Leitsätze:
1. Bei der Ermächtigung zur Kündigung handelt es sich um die Befugnis, ein fremdes Recht in eigenem Namen geltend zu machen. Es kommt daher maßgebend darauf an, ob in der Person des Vermieters, d.h. des Ermächtigenden, Kündigungsgründe bestehen.
2. Sanierungs- oder Modernisierungsmaßnahmen können grundsätzlich die Kündigung des Mietverhältnisses nicht rechtfertigen. Eine Verwertungskündigung kann allenfalls erfolgen, wenn dem Vermieter ein Vorgehen nach § 554 BGB nicht möglich ist.
3. Die Absicht, die Wohnung nach Abschluss von Sanierungsarbeiten zu höheren Mieten zu vermieten, stellt sich als eine – die Kündigung ausschließende – nicht schutzwürdige Spekulation dar.
4. Der Eigentümer ist mit der Verwertungskündigung ausgeschlossen, wenn er das Grundstück in Kenntnis der Unwirtschaftlichkeit erworben hat.
AG Mitte, Urteil vom 13.8.04 – 6 C 159/04 –
Mitgeteilt von RA Kai-Guido Erdmann
Urteilstext
Aus dem Tatbestand:
Der Beklagte ist seit dem 4.6.1991 Mieter in der B.-Straße in Berlin, im 2. OG rechts des 1. Quergebäudes gelegenen Wohnung. Der Mietzins beträgt seitdem unverändert 0,51 Euro.
Vermieterin ist die H.-Vertriebs Gesellschaft mbH. Diese veräußerte am 27.1.2003 das in Berlin, B.-Straße belegene mit einem Wohnhaus bebaute Grundstück zu einem Preis von 406.515,64 Euro an die Klägerin, die zu diesem Zeitpunkt noch als „B. GmbH & Co. B.-Straße KG“ firmierte. Ende Oktober 2003 erfolgte die Umfirmierung in „B.-Straße GmbH & Co.

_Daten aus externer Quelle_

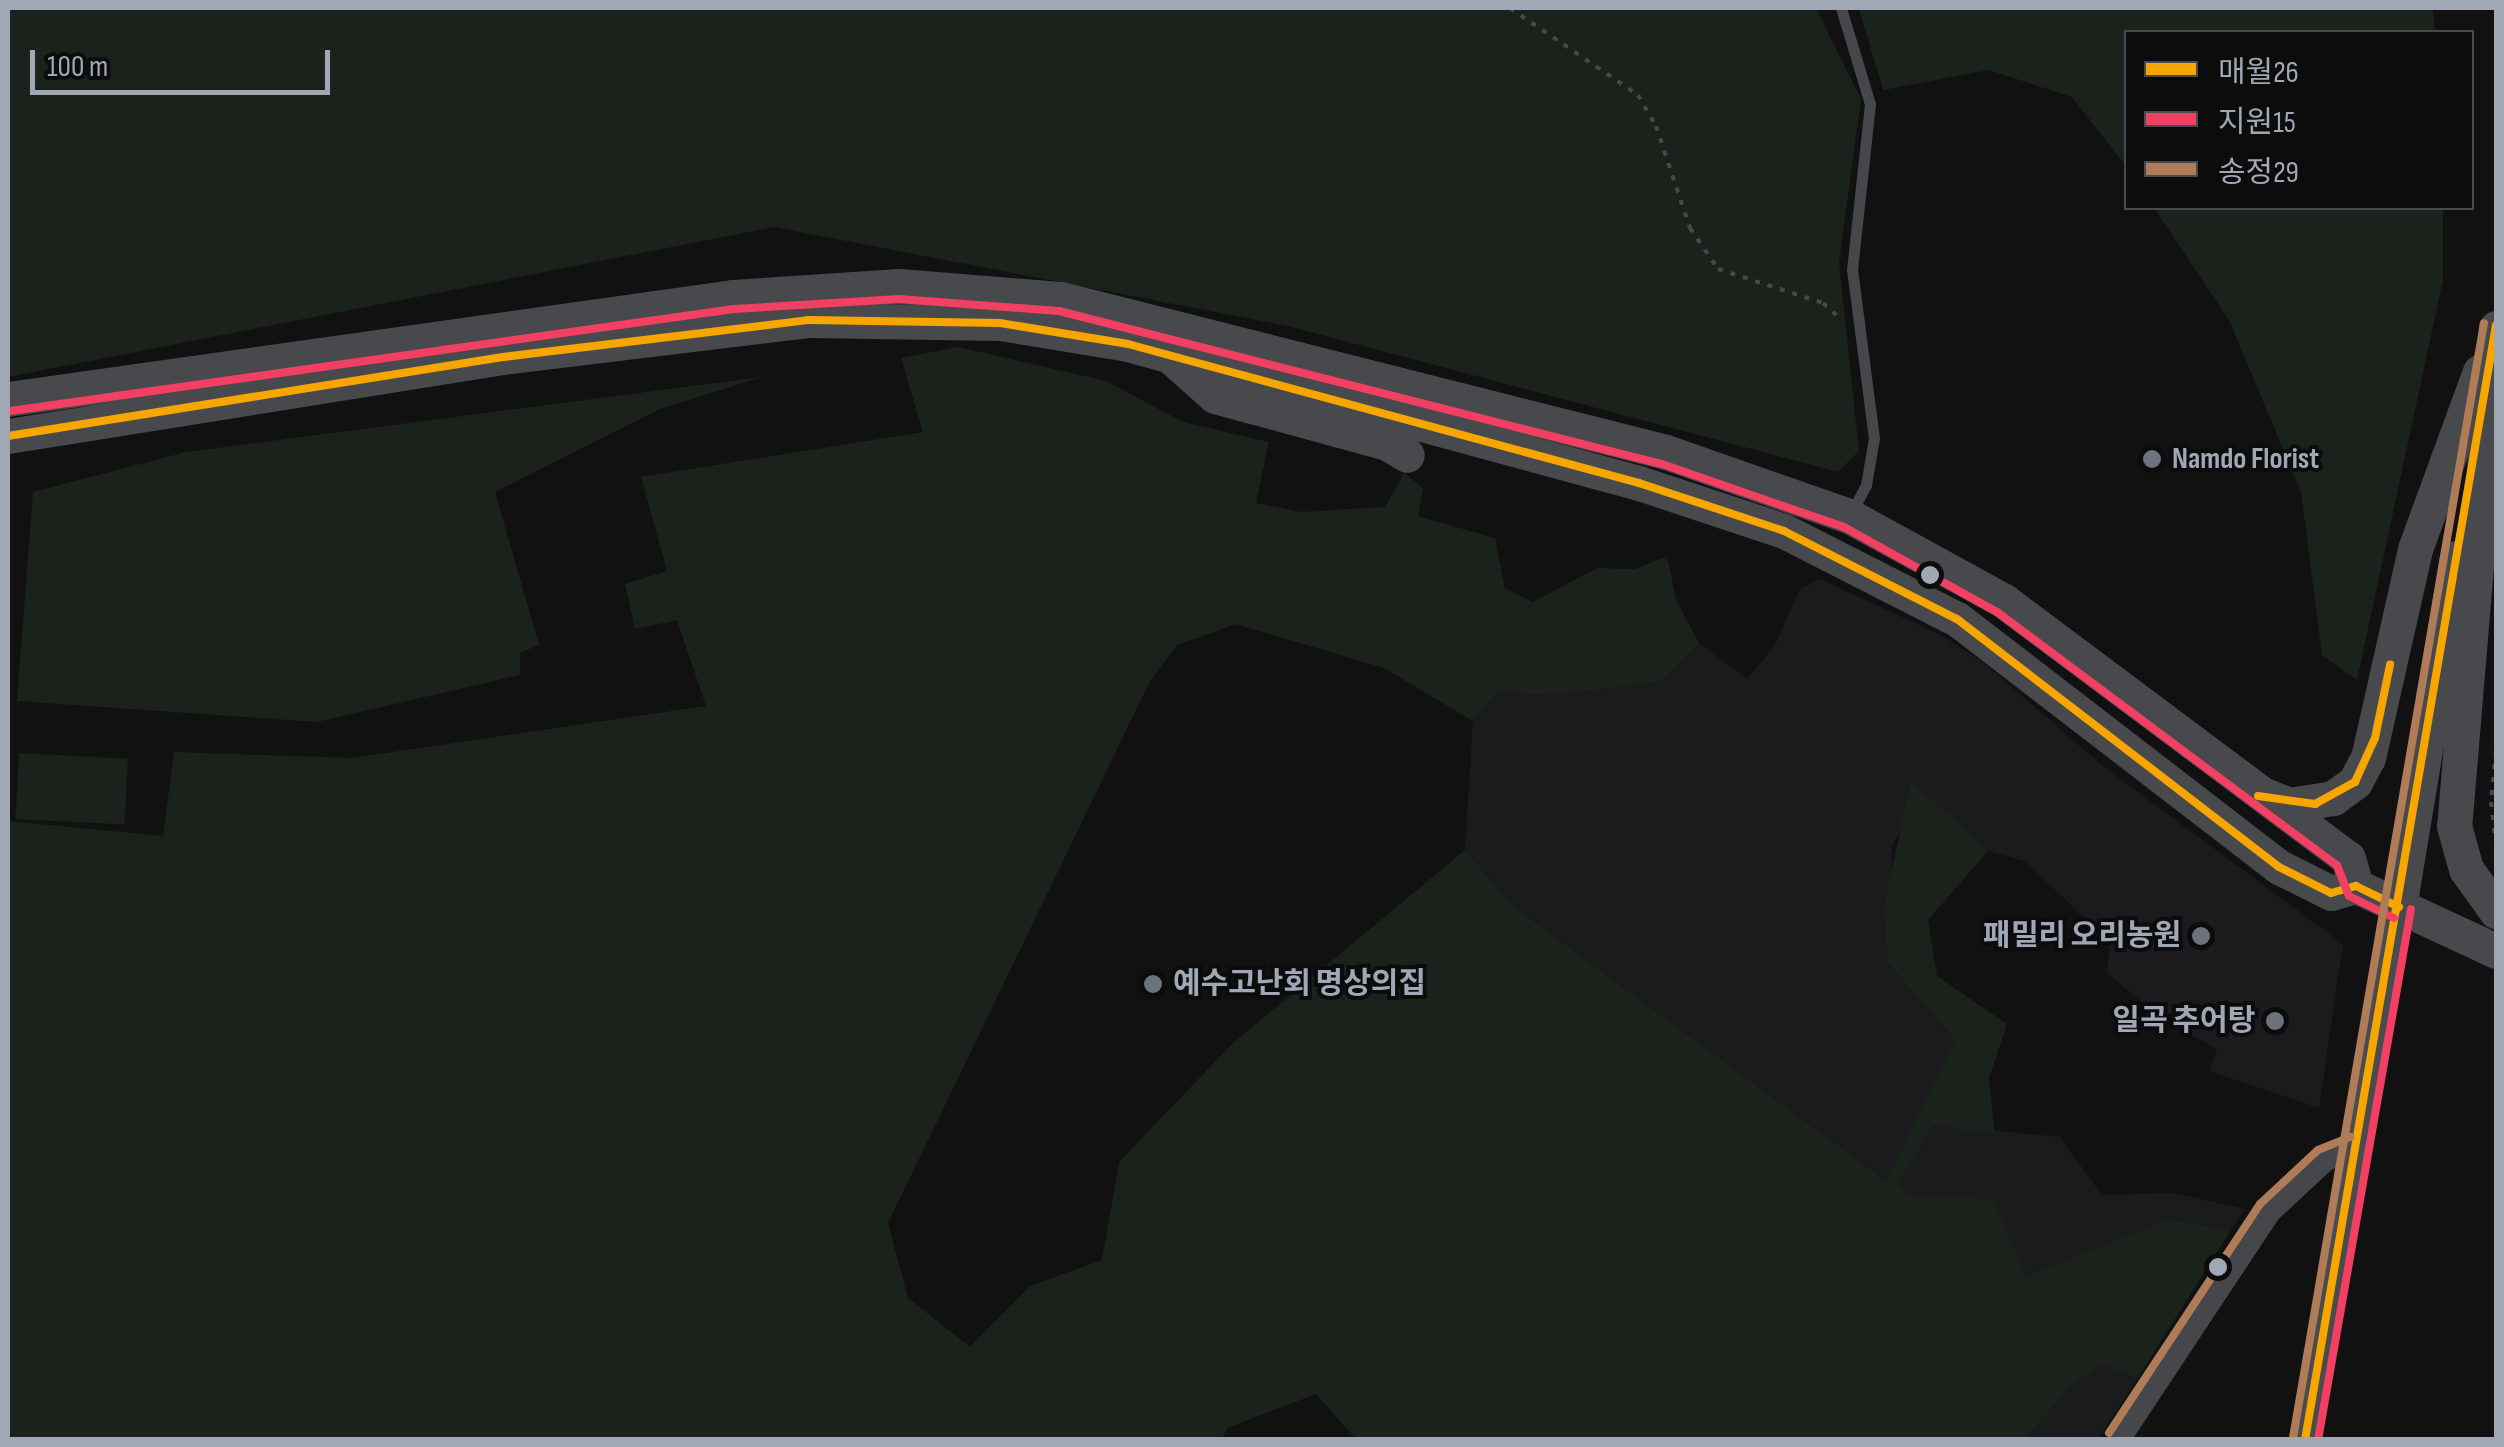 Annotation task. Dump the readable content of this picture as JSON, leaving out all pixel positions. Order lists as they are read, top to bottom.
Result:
{
  "places": [
    "Namdo Florist",
    "패밀리 오리농원",
    "예수고난회 명상의집",
    "일곡 추어탕"
  ],
  "lines": ["transit line 지원15", "transit line 매월26", "transit line 송정29"],
  "legend": ["매월26", "지원15", "송정29"],
  "scale_bar": "100 m"
}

KG“.
Der Klägerin waren bei Vertragsabschluss die mietvertraglichen Verhältnisse und die daraus resultierende Unrentabilität der Immobilie bekannt.
Die Klägerin ist bislang nicht als Eigentümerin des Hausgrundstücks B.-Straße im Grundbuch eingetragen.

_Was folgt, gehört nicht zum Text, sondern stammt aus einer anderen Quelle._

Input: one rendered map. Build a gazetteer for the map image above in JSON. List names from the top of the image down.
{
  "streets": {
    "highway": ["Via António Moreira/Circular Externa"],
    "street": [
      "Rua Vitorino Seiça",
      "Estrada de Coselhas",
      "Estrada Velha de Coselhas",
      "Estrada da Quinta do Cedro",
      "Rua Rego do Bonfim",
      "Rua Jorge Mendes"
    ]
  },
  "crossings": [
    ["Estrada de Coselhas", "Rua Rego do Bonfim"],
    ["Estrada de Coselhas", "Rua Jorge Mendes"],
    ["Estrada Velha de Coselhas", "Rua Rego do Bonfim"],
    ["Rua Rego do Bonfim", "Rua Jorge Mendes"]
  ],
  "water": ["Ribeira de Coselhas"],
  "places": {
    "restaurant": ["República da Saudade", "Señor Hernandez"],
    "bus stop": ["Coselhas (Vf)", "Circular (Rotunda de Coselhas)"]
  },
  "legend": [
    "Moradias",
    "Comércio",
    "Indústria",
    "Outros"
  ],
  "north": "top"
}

Am 27.10.2003 ermächtigte die H.-Vertriebs Gesellschaft mbH die Klägerin, die Mietverhältnisse auf dem Grundstück B.-Straße in Berlin in eigenem Namen zu kündigen.
Mit Schreiben vom 29.10.2003 kündigte die Klägerin das Mietverhältnis zum 31.7.2004.

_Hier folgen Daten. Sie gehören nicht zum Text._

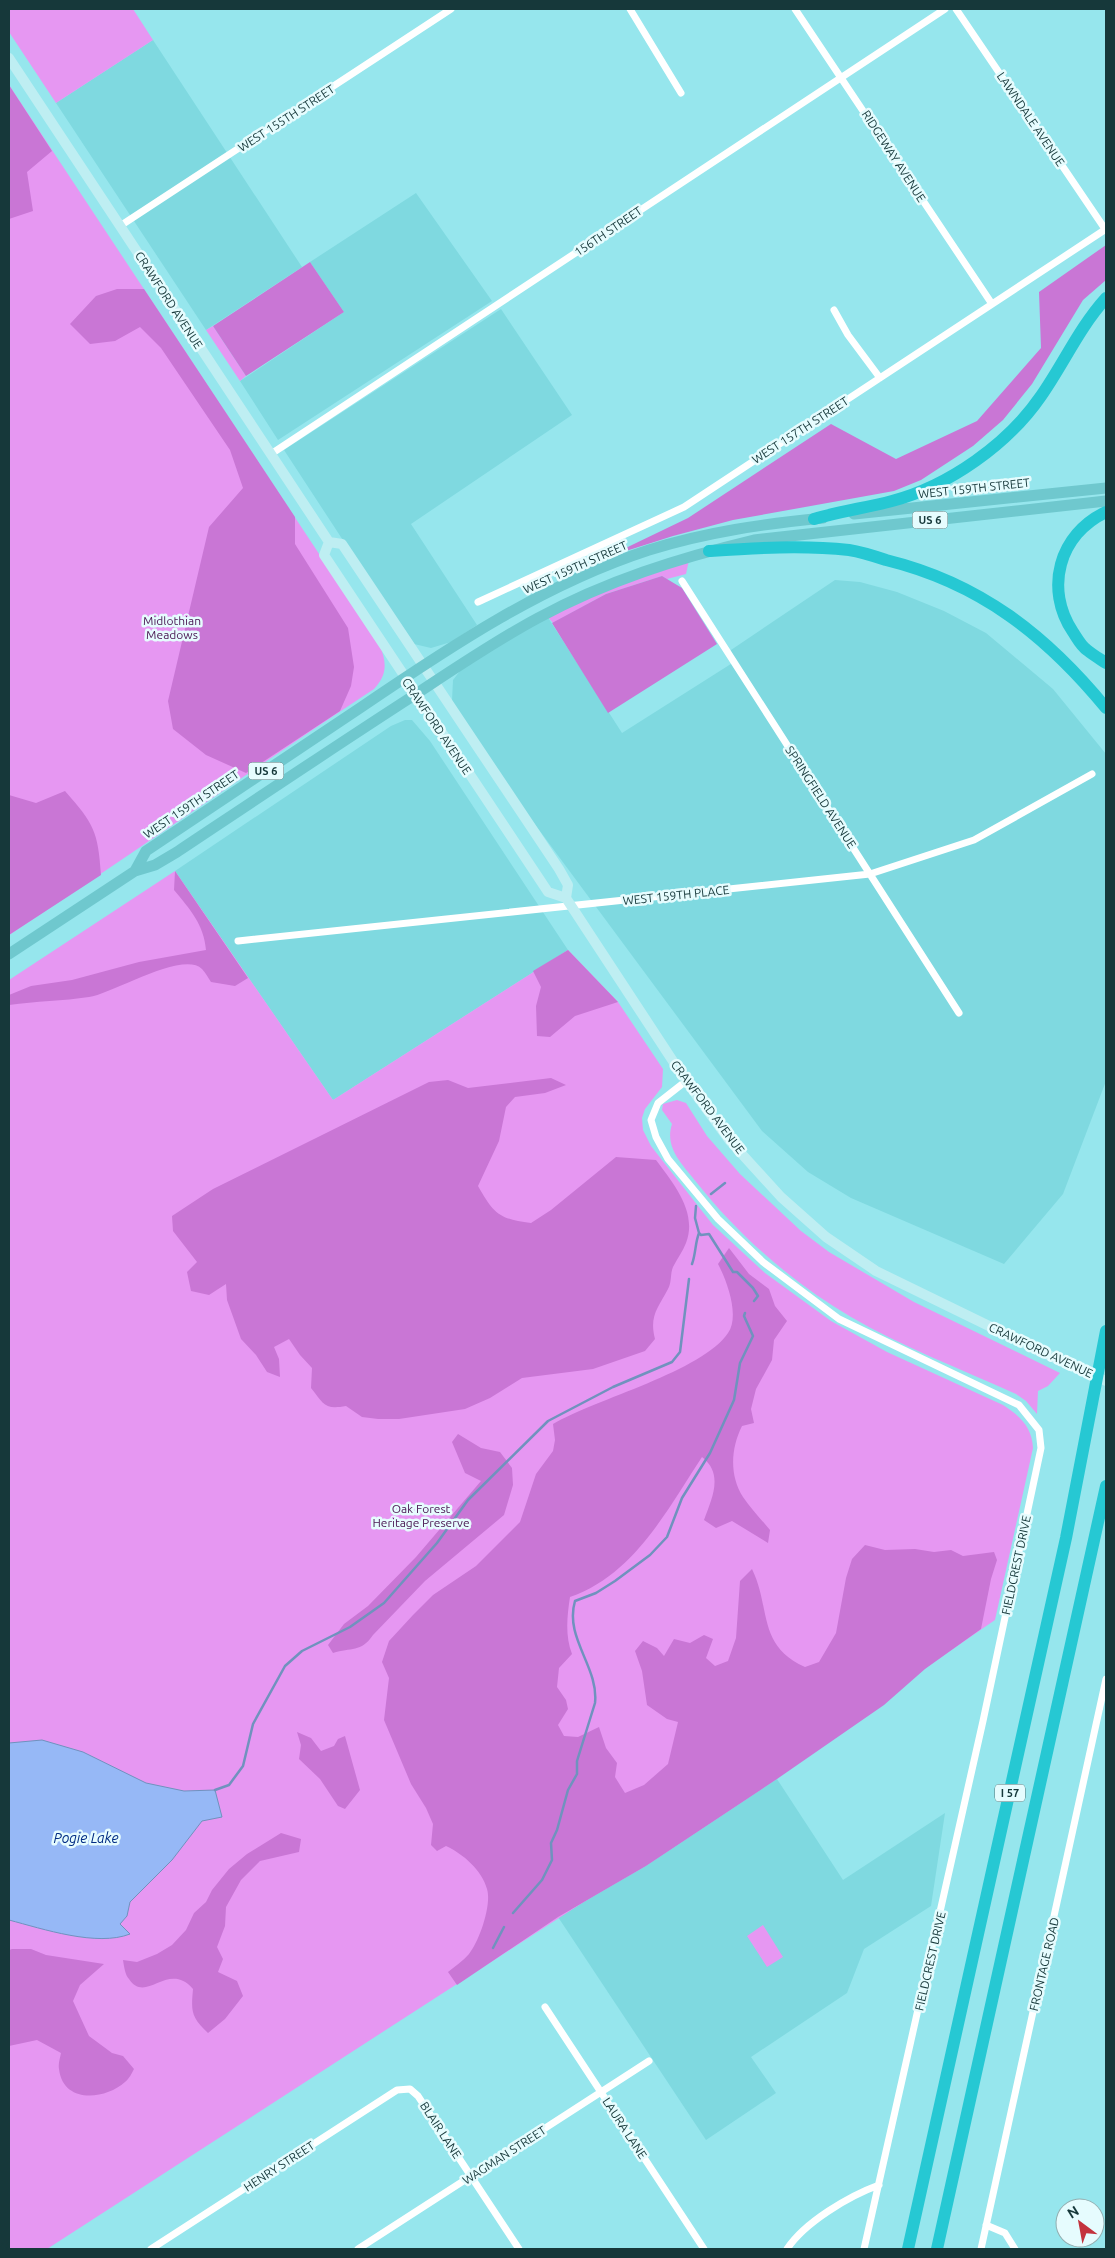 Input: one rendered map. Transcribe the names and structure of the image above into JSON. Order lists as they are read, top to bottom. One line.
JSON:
{"streets":{"highway":["I 57"],"main road":["CRAWFORD AVENUE","WEST 159TH STREET","US 6"],"street":["WEST 155TH STREET","LAWNDALE AVENUE","RIDGEWAY AVENUE","156TH STREET","WEST 157TH STREET","SPRINGFIELD AVENUE","WEST 159TH PLACE","FIELDCREST DRIVE","FRONTAGE ROAD","LAURA LANE","BLAIR LANE","WAGMAN STREET","HENRY STREET"]},"crossings":[["WEST 155TH STREET","CRAWFORD AVENUE"],["LAWNDALE AVENUE","WEST 157TH STREET"],["RIDGEWAY AVENUE","156TH STREET"],["RIDGEWAY AVENUE","WEST 157TH STREET"],["156TH STREET","CRAWFORD AVENUE"],["CRAWFORD AVENUE","WEST 159TH STREET"],["CRAWFORD AVENUE","WEST 159TH PLACE"],["CRAWFORD AVENUE","FIELDCREST DRIVE"],["SPRINGFIELD AVENUE","WEST 159TH PLACE"],["LAURA LANE","WAGMAN STREET"],["BLAIR LANE","WAGMAN STREET"],["BLAIR LANE","HENRY STREET"]],"water":["Pogie Lake"],"parks":["Midlothian Meadows","Oak Forest Heritage Preserve"],"north":"top left"}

Unter Berufung auf § 573 Abs. 2 Nr. 3 BGB sieht sie sich bei Fortsetzung des Mietverhältnisses an einer wirtschaftlichen Verwertung gehindert und dadurch erheblichen Nachteilen ausgesetzt.
Die Klägerin beabsichtigt, im Dachgeschoss neuen Wohnraum zu schaffen (262,83 Quadratmeter), eine zentrale Gas- und Warmwasseranlage einzubauen, eine Aufzugsanlage zu installieren sowie die Wohnungen mit Balkonen auszustatten.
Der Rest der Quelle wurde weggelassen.